◆ Data to use ◆
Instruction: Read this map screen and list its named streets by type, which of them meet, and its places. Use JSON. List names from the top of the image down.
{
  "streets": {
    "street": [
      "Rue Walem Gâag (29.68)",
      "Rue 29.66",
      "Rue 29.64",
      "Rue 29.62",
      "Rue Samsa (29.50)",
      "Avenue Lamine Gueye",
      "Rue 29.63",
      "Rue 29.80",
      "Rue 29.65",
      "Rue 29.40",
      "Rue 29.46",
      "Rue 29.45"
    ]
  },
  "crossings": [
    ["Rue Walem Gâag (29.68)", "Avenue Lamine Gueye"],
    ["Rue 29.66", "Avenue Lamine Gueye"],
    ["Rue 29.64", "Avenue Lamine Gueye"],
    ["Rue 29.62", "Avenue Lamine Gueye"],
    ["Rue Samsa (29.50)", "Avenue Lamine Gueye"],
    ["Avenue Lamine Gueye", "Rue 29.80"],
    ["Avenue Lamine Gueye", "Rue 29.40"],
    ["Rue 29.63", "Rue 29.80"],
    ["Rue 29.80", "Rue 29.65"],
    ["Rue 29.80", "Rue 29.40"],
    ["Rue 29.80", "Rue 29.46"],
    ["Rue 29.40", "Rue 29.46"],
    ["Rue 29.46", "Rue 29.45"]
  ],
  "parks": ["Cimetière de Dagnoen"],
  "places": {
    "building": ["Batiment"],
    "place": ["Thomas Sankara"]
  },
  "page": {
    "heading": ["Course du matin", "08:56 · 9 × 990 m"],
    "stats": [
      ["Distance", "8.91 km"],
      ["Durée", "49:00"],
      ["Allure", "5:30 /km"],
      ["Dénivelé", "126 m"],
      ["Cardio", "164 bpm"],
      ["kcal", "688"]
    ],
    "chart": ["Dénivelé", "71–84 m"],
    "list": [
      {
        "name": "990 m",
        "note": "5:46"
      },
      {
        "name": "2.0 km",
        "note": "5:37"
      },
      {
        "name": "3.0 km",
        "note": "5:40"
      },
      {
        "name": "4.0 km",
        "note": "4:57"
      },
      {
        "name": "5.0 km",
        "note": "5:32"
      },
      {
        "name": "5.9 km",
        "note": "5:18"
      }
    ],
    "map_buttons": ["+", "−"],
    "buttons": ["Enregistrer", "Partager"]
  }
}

◆ Exercise goal ◆
Return each record exactly as given.

◆ Expected answer ◆
Instruction: Read this map screen and list its named streets by type, which of them meet, and its places. Use JSON. List names from the top of the image down.
{
  "streets": {
    "street": [
      "Rue Walem Gâag (29.68)",
      "Rue 29.66",
      "Rue 29.64",
      "Rue 29.62",
      "Rue Samsa (29.50)",
      "Avenue Lamine Gueye",
      "Rue 29.63",
      "Rue 29.80",
      "Rue 29.65",
      "Rue 29.40",
      "Rue 29.46",
      "Rue 29.45"
    ]
  },
  "crossings": [
    ["Rue Walem Gâag (29.68)", "Avenue Lamine Gueye"],
    ["Rue 29.66", "Avenue Lamine Gueye"],
    ["Rue 29.64", "Avenue Lamine Gueye"],
    ["Rue 29.62", "Avenue Lamine Gueye"],
    ["Rue Samsa (29.50)", "Avenue Lamine Gueye"],
    ["Avenue Lamine Gueye", "Rue 29.80"],
    ["Avenue Lamine Gueye", "Rue 29.40"],
    ["Rue 29.63", "Rue 29.80"],
    ["Rue 29.80", "Rue 29.65"],
    ["Rue 29.80", "Rue 29.40"],
    ["Rue 29.80", "Rue 29.46"],
    ["Rue 29.40", "Rue 29.46"],
    ["Rue 29.46", "Rue 29.45"]
  ],
  "parks": ["Cimetière de Dagnoen"],
  "places": {
    "building": ["Batiment"],
    "place": ["Thomas Sankara"]
  },
  "page": {
    "heading": ["Course du matin", "08:56 · 9 × 990 m"],
    "stats": [
      ["Distance", "8.91 km"],
      ["Durée", "49:00"],
      ["Allure", "5:30 /km"],
      ["Dénivelé", "126 m"],
      ["Cardio", "164 bpm"],
      ["kcal", "688"]
    ],
    "chart": ["Dénivelé", "71–84 m"],
    "list": [
      {
        "name": "990 m",
        "note": "5:46"
      },
      {
        "name": "2.0 km",
        "note": "5:37"
      },
      {
        "name": "3.0 km",
        "note": "5:40"
      },
      {
        "name": "4.0 km",
        "note": "4:57"
      },
      {
        "name": "5.0 km",
        "note": "5:32"
      },
      {
        "name": "5.9 km",
        "note": "5:18"
      }
    ],
    "map_buttons": ["+", "−"],
    "buttons": ["Enregistrer", "Partager"]
  }
}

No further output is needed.